We are living in some rough times.

The COVID-19 pandemic has hit the world hard, quarantine is difficult and there are growing tensions across the globe. It is enough to make anyone feel like there isn’t much positivity around us. The internet in particular can be a grim place, giving us unprecedented access to information and (often bad) news. If you feel overwhelmed, you aren’t alone.

At the same time, the web is an incredible tool for fostering a sense of well being and camaraderie. We have seen so many reach out to provide one another with support, care and assistance as the months drag on. Whether finding aid or just someone to talk to, without the internet we would be in a far lonelier place right now.

Still, that doesn’t make the negativity found there any less toxic. While there may not be a way to completely clean it up, we can all do our part to make it a bit brighter. We just have to turn our collective efforts to spreading more positivity online.

First, Take a Deep Breath

This is always the first step. It is so easy to find things online that spark an emotional reaction, whether that be sadness, anger or even sentimentality. In any case, it can be a lot to handle. Especially if you are being bombarded by it day in and day out, every time you open up your newsfeed.

So take a deep breath and look away. Remember that you don’t know the majority of the people on the other side of the screen. Even if you do, you don’t have to let their opinion – or just bad news – ruin your day.

Develop Some Perspective

They say we are all going through the same storm but we are all in different boats. Some of us were hit more than the others, so develop some perspective and be thankful for all you have. It could have been worse.

Perspective is so hard to maintain sometimes. That overload of information makes it seem like nothing but horrible things are happening around us. You may even feel unsafe, like danger is lurking around every corner.

Yet, we are living in a world that is safer than it ever has been and there is scientifically proven data that backs that fact up.

When you are feeling like everything is spiraling out of control, remember those figures. Then share them with others. We could all use the reminder once in awhile that things aren’t as bad as the internet can make them seem.

Whether you are a business owner trying to navigate the coronavirus reality or a college student coping with anxiety, there are online tools and resources to get help. Just breathe.

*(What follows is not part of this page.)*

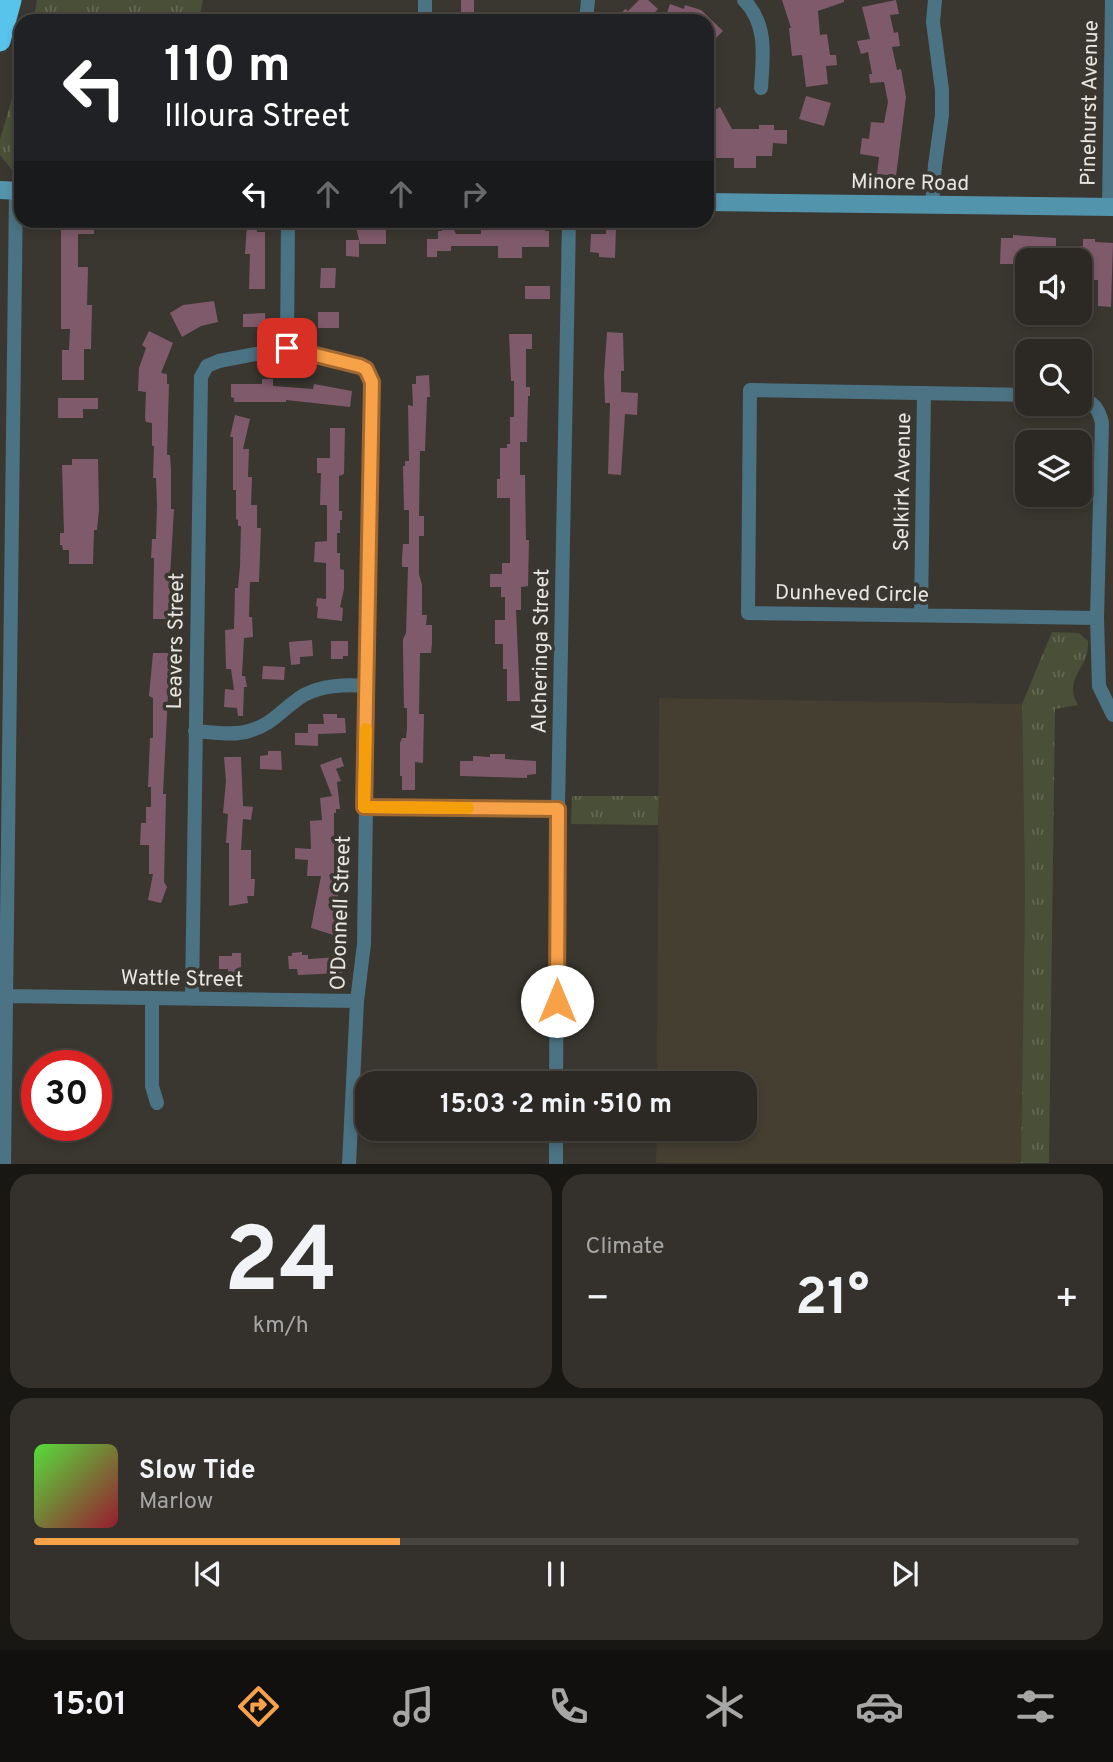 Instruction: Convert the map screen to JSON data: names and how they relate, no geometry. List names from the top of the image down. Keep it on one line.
{"streets":{"street":["Pinehurst Avenue","Minore Road","Selkirk Avenue","Dunheved Circle","Leavers Street","Alcheringa Street","O'Donnell Street","Wattle Street"]},"crossings":[["Pinehurst Avenue","Minore Road"],["Selkirk Avenue","Dunheved Circle"],["Leavers Street","O'Donnell Street"],["Leavers Street","Wattle Street"],["O'Donnell Street","Wattle Street"]],"page":{"turn":["110 m","Illoura Street"],"limit":"30","trip":"15:03 · 2 min · 510 m","tile":[["24","km/h"],"Climate"],"heat":["−","21°","+"],"song":["Slow Tide","Marlow"],"tabs":"15:01"}} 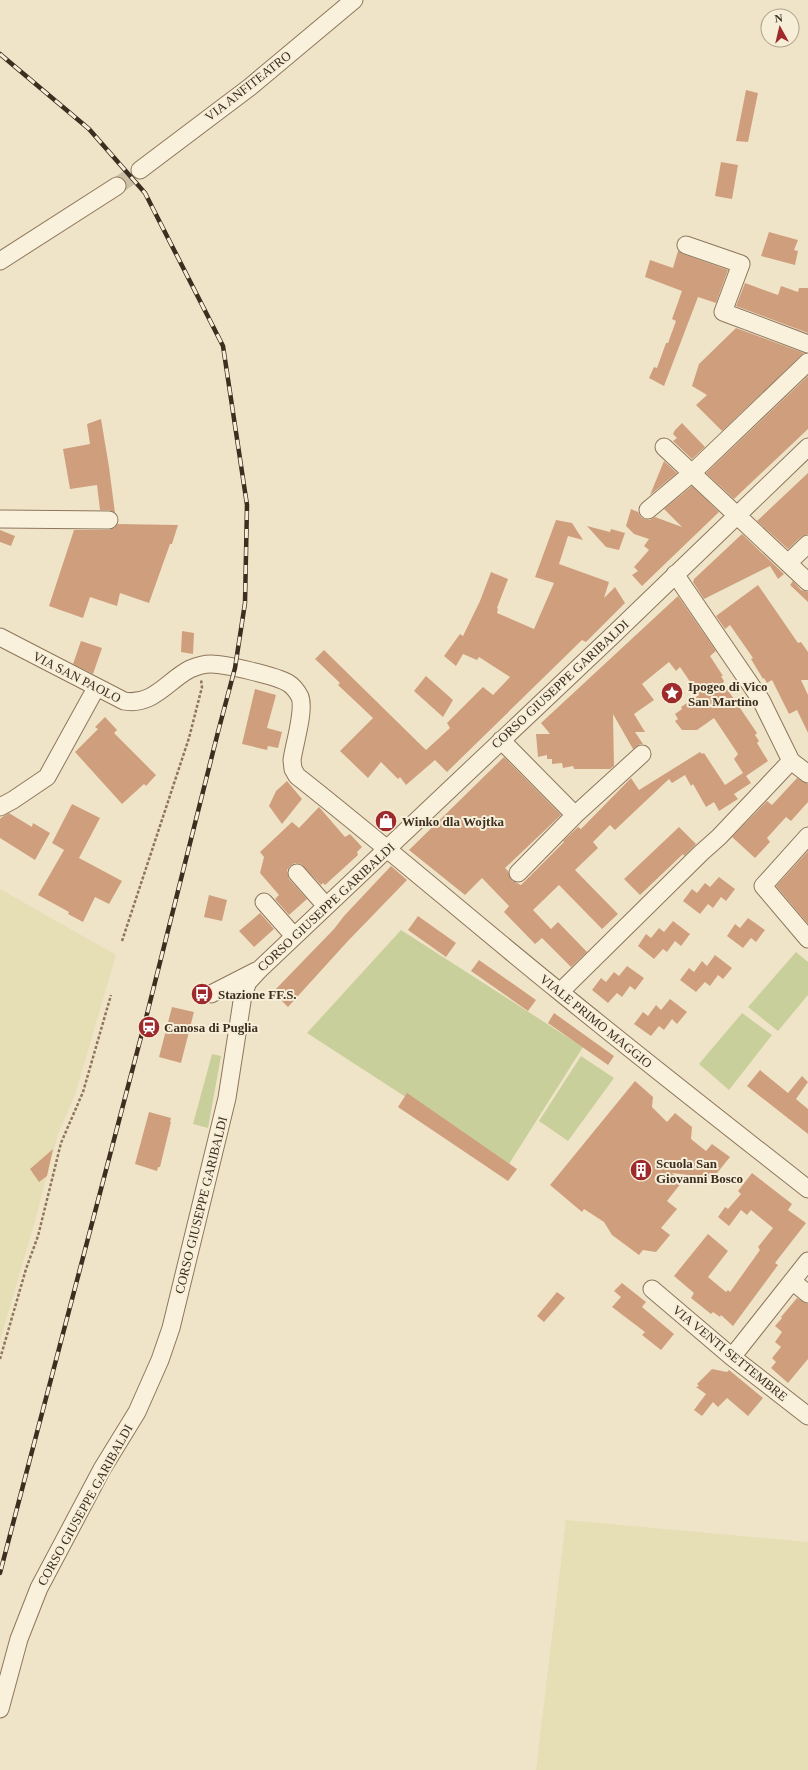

Distance Yourself From The Toxicity

Not everywhere on the web is going to be good for you. If you surround yourself with toxicity you are bound to be affected by it. Your mood can sour, you can become depressed and that can carry over into the rest of your life.

Just because you like roses doesn’t mean you have to prick your fingers on the thorns. Do a little pruning of your internet activity. Start cutting away anything that isn’t positive for you.

That Facebook group where everyone seems to be constantly fighting? Leave it. That subreddit that makes you feel as though there are no good people left? Stop visiting it.

Make Your Social Media Time Productive

When quarantine began, I was spending a ton of time on social media, like most people. But I felt like I was wasting that time, just stagnating.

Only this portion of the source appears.